PROBLEM DESCRIPTION: Retype the opening lines of the listing below, ending with the line that contains "position:absolute; display:grid; place-items:center;", and leave out any pictures.

────

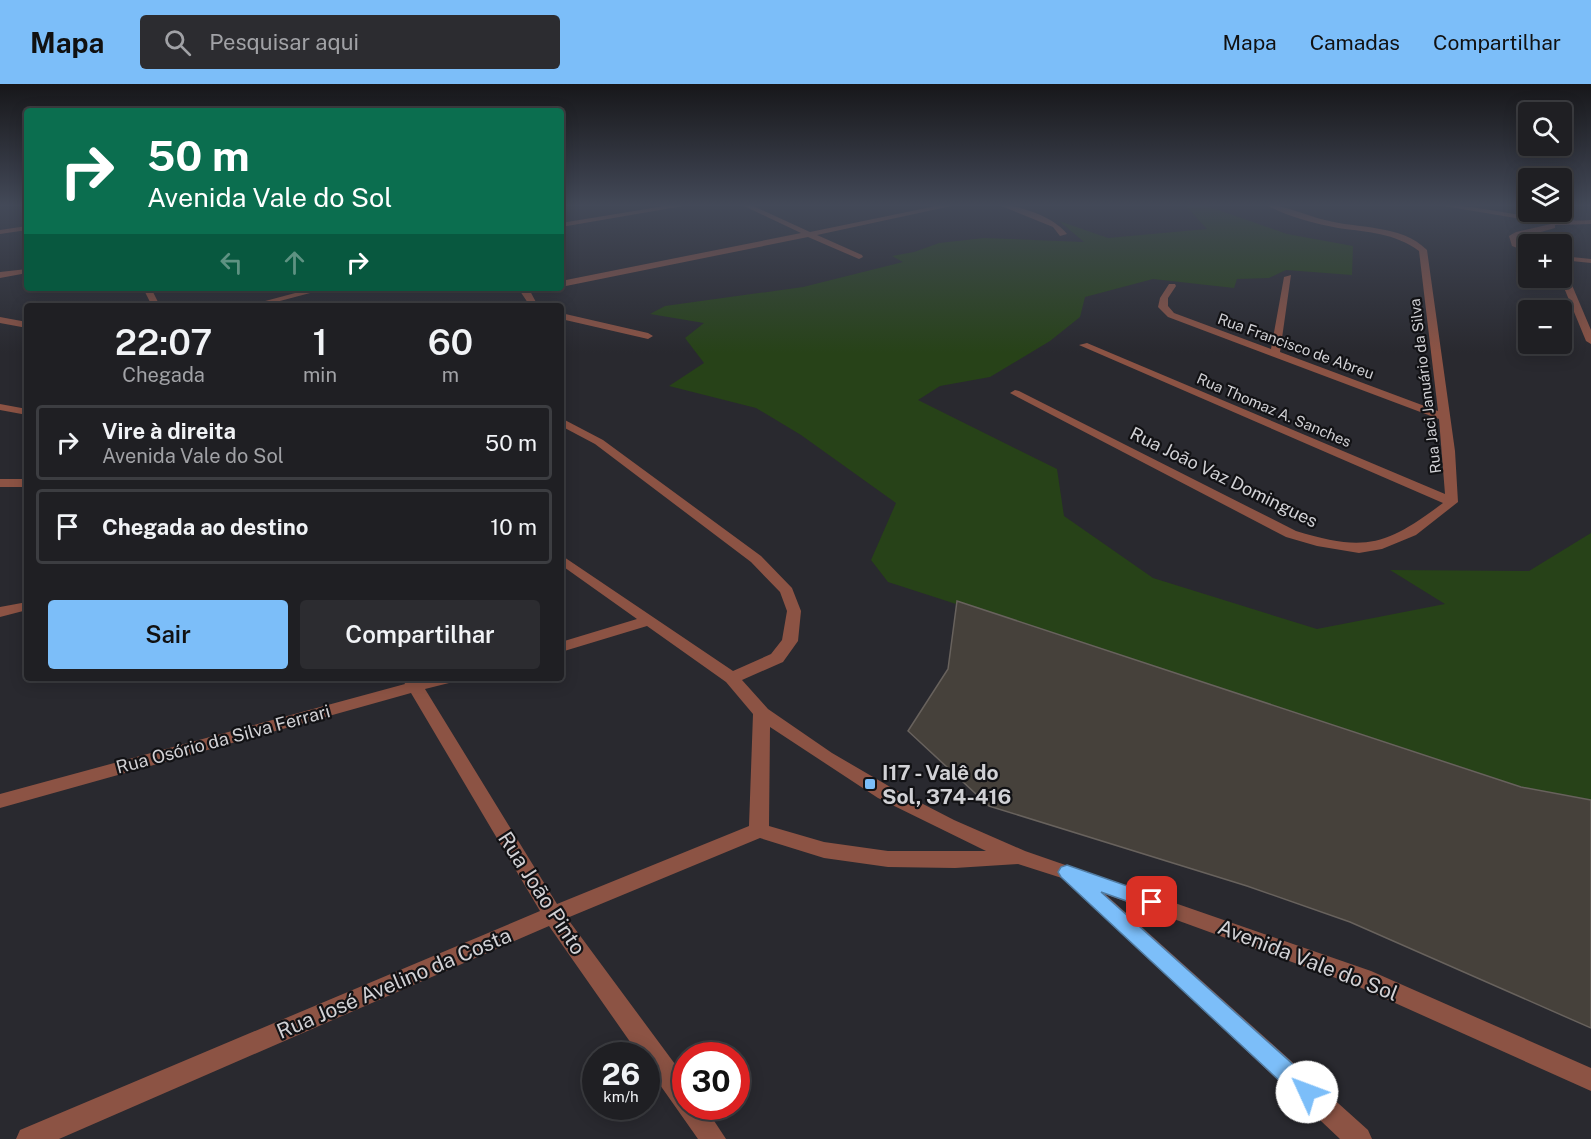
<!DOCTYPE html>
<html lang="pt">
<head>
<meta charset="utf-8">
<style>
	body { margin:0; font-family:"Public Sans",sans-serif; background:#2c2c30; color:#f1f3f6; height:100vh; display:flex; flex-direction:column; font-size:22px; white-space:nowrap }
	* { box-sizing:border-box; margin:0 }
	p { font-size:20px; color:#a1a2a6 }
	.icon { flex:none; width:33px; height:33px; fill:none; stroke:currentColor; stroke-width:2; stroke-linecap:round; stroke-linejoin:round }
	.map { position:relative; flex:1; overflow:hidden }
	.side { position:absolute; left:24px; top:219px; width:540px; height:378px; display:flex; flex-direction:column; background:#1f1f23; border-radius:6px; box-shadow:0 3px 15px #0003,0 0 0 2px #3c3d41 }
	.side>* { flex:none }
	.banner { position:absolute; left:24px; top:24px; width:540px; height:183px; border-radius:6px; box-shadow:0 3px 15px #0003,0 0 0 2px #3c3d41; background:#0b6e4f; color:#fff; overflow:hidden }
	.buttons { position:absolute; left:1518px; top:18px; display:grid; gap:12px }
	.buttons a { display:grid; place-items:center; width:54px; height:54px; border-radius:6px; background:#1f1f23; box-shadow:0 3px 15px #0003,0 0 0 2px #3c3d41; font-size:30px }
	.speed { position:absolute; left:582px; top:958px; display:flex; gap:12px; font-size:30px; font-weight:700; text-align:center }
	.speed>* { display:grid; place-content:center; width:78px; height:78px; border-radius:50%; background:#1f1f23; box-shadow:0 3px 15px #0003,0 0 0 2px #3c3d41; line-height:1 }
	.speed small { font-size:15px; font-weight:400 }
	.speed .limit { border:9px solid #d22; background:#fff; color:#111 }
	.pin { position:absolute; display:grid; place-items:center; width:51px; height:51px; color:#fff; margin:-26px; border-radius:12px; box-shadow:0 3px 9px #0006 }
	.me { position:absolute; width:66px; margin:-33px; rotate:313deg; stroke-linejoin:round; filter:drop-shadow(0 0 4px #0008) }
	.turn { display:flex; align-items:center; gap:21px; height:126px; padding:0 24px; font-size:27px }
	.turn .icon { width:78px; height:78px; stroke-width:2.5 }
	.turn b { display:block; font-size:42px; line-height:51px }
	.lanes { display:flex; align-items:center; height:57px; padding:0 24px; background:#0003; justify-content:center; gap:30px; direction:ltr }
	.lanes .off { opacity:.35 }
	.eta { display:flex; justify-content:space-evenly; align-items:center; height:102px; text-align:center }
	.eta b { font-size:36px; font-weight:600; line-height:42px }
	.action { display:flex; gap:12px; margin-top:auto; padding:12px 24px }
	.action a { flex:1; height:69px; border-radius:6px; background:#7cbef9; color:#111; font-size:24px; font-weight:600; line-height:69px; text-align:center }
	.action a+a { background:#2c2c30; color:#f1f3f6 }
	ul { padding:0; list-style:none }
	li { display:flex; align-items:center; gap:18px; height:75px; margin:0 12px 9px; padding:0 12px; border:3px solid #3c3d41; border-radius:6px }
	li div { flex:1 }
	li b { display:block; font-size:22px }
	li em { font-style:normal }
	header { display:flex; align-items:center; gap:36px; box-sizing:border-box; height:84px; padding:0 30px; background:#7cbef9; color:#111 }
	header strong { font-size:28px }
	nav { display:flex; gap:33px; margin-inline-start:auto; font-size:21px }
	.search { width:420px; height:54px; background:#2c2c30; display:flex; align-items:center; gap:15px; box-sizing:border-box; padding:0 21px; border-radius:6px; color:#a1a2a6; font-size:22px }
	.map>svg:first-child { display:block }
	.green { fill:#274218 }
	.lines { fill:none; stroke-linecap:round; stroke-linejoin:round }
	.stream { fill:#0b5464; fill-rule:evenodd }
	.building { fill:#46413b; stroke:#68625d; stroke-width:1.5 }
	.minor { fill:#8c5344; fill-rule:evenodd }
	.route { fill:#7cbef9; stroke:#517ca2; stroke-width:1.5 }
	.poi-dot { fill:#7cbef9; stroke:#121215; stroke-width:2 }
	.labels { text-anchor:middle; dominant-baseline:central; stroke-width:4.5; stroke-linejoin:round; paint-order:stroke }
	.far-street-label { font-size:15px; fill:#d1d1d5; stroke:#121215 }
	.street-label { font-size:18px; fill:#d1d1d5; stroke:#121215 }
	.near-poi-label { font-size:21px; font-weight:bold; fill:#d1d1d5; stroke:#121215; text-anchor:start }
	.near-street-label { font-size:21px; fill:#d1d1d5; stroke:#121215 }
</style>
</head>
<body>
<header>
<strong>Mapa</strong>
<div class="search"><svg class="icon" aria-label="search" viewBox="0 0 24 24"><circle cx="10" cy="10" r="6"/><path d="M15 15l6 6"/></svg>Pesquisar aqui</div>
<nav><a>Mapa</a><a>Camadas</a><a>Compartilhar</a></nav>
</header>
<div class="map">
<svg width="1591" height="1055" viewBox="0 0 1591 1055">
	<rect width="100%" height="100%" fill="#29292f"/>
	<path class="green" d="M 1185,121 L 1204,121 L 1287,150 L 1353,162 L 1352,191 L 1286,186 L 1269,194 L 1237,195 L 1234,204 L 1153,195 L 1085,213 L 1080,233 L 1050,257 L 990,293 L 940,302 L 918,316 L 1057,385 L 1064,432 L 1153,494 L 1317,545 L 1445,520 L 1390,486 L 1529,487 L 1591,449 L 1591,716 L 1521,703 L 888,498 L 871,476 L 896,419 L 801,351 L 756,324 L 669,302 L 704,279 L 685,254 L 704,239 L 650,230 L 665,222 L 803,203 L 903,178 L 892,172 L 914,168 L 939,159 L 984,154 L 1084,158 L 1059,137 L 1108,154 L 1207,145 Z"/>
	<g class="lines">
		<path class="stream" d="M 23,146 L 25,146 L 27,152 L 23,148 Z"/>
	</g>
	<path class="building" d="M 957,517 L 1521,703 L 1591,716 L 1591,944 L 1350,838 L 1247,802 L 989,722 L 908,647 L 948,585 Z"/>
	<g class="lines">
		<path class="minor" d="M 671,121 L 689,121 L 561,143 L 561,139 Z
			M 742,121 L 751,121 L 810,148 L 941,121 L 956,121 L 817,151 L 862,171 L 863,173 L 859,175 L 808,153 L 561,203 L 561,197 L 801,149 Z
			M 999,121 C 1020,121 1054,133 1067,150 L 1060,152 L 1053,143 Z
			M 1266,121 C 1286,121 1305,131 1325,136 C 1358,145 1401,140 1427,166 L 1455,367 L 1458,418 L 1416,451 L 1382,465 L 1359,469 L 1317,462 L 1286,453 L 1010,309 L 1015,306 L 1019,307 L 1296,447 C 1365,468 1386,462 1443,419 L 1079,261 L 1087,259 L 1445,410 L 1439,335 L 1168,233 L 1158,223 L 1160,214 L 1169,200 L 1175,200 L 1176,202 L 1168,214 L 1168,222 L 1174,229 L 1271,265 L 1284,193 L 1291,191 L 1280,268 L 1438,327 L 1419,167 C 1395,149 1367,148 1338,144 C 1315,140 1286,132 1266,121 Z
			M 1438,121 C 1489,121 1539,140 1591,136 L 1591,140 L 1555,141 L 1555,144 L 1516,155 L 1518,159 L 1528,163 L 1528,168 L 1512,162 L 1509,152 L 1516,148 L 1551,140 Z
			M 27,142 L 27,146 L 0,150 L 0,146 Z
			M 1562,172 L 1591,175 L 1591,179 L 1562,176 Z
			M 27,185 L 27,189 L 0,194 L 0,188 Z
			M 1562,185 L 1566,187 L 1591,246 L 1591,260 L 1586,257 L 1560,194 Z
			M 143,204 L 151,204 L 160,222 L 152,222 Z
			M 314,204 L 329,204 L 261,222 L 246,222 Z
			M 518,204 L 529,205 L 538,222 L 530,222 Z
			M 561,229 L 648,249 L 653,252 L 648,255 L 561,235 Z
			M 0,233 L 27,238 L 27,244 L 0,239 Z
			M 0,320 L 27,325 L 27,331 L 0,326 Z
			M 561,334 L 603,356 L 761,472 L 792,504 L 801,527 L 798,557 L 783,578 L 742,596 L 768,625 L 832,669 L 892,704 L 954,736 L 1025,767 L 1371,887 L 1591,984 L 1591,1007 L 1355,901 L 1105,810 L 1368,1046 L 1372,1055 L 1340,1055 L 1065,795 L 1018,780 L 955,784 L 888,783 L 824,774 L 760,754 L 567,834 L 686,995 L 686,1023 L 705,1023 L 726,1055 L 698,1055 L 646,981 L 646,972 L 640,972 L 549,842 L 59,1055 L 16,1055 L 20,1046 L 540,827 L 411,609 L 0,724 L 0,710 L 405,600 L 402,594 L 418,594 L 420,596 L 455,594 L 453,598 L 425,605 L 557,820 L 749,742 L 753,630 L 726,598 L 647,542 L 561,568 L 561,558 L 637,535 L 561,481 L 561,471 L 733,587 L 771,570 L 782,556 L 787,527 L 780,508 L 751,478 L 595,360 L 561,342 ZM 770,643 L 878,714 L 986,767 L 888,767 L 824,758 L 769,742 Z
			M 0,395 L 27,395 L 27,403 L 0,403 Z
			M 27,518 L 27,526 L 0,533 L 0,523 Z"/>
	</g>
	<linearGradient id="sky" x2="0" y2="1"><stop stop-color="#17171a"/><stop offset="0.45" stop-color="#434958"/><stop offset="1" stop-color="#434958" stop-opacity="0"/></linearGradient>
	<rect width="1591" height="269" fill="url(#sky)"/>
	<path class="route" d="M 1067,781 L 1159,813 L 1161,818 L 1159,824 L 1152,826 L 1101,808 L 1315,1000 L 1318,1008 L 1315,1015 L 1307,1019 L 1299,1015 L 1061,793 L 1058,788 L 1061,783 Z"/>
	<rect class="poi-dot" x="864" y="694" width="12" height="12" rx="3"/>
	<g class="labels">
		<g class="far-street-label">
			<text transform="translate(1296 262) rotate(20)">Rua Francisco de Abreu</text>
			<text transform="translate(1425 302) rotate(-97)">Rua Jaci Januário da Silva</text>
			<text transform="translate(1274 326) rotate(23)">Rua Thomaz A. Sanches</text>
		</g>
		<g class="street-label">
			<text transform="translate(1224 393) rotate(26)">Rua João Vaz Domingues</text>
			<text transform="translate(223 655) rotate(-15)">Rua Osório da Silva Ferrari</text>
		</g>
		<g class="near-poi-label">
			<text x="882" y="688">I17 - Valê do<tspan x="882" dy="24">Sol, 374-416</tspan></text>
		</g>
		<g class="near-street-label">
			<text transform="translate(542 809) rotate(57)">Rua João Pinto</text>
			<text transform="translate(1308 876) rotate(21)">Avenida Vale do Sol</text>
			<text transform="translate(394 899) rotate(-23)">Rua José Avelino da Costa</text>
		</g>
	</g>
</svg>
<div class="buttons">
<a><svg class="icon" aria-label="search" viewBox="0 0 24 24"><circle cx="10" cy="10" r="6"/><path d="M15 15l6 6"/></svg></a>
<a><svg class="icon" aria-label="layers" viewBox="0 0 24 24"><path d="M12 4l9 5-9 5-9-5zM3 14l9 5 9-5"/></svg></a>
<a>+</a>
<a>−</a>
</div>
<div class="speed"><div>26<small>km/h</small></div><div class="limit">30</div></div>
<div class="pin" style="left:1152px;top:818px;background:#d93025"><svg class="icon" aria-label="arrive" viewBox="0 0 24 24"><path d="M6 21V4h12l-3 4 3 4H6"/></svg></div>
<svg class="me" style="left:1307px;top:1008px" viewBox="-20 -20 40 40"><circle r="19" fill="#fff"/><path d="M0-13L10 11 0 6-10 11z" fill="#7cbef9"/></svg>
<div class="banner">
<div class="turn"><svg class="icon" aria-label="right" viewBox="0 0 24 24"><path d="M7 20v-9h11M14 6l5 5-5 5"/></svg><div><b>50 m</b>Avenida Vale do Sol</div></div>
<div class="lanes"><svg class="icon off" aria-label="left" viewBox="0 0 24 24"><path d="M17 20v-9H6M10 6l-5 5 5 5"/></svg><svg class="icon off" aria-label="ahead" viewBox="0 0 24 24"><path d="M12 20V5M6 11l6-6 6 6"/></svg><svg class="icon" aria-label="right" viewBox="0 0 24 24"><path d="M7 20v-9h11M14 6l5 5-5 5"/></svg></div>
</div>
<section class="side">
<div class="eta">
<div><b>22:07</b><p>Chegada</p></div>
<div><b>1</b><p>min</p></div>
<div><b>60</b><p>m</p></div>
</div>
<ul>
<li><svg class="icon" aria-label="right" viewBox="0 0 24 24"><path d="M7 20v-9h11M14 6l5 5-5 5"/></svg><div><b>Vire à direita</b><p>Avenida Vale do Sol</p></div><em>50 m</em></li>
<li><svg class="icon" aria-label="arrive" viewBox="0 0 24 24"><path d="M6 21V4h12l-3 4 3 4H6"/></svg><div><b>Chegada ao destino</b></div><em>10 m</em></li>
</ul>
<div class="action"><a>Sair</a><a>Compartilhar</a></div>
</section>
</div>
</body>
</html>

────

SOLUTION TO THIS PROBLEM:
<!DOCTYPE html>
<html lang="pt">
<head>
<meta charset="utf-8">
<style>
	body { margin:0; font-family:"Public Sans",sans-serif; background:#2c2c30; color:#f1f3f6; height:100vh; display:flex; flex-direction:column; font-size:22px; white-space:nowrap }
	* { box-sizing:border-box; margin:0 }
	p { font-size:20px; color:#a1a2a6 }
	.icon { flex:none; width:33px; height:33px; fill:none; stroke:currentColor; stroke-width:2; stroke-linecap:round; stroke-linejoin:round }
	.map { position:relative; flex:1; overflow:hidden }
	.side { position:absolute; left:24px; top:219px; width:540px; height:378px; display:flex; flex-direction:column; background:#1f1f23; border-radius:6px; box-shadow:0 3px 15px #0003,0 0 0 2px #3c3d41 }
	.side>* { flex:none }
	.banner { position:absolute; left:24px; top:24px; width:540px; height:183px; border-radius:6px; box-shadow:0 3px 15px #0003,0 0 0 2px #3c3d41; background:#0b6e4f; color:#fff; overflow:hidden }
	.buttons { position:absolute; left:1518px; top:18px; display:grid; gap:12px }
	.buttons a { display:grid; place-items:center; width:54px; height:54px; border-radius:6px; background:#1f1f23; box-shadow:0 3px 15px #0003,0 0 0 2px #3c3d41; font-size:30px }
	.speed { position:absolute; left:582px; top:958px; display:flex; gap:12px; font-size:30px; font-weight:700; text-align:center }
	.speed>* { display:grid; place-content:center; width:78px; height:78px; border-radius:50%; background:#1f1f23; box-shadow:0 3px 15px #0003,0 0 0 2px #3c3d41; line-height:1 }
	.speed small { font-size:15px; font-weight:400 }
	.speed .limit { border:9px solid #d22; background:#fff; color:#111 }
	.pin { position:absolute; display:grid; place-items:center; width:51px; height:51px; color:#fff; margin:-26px; border-radius:12px; box-shadow:0 3px 9px #0006 }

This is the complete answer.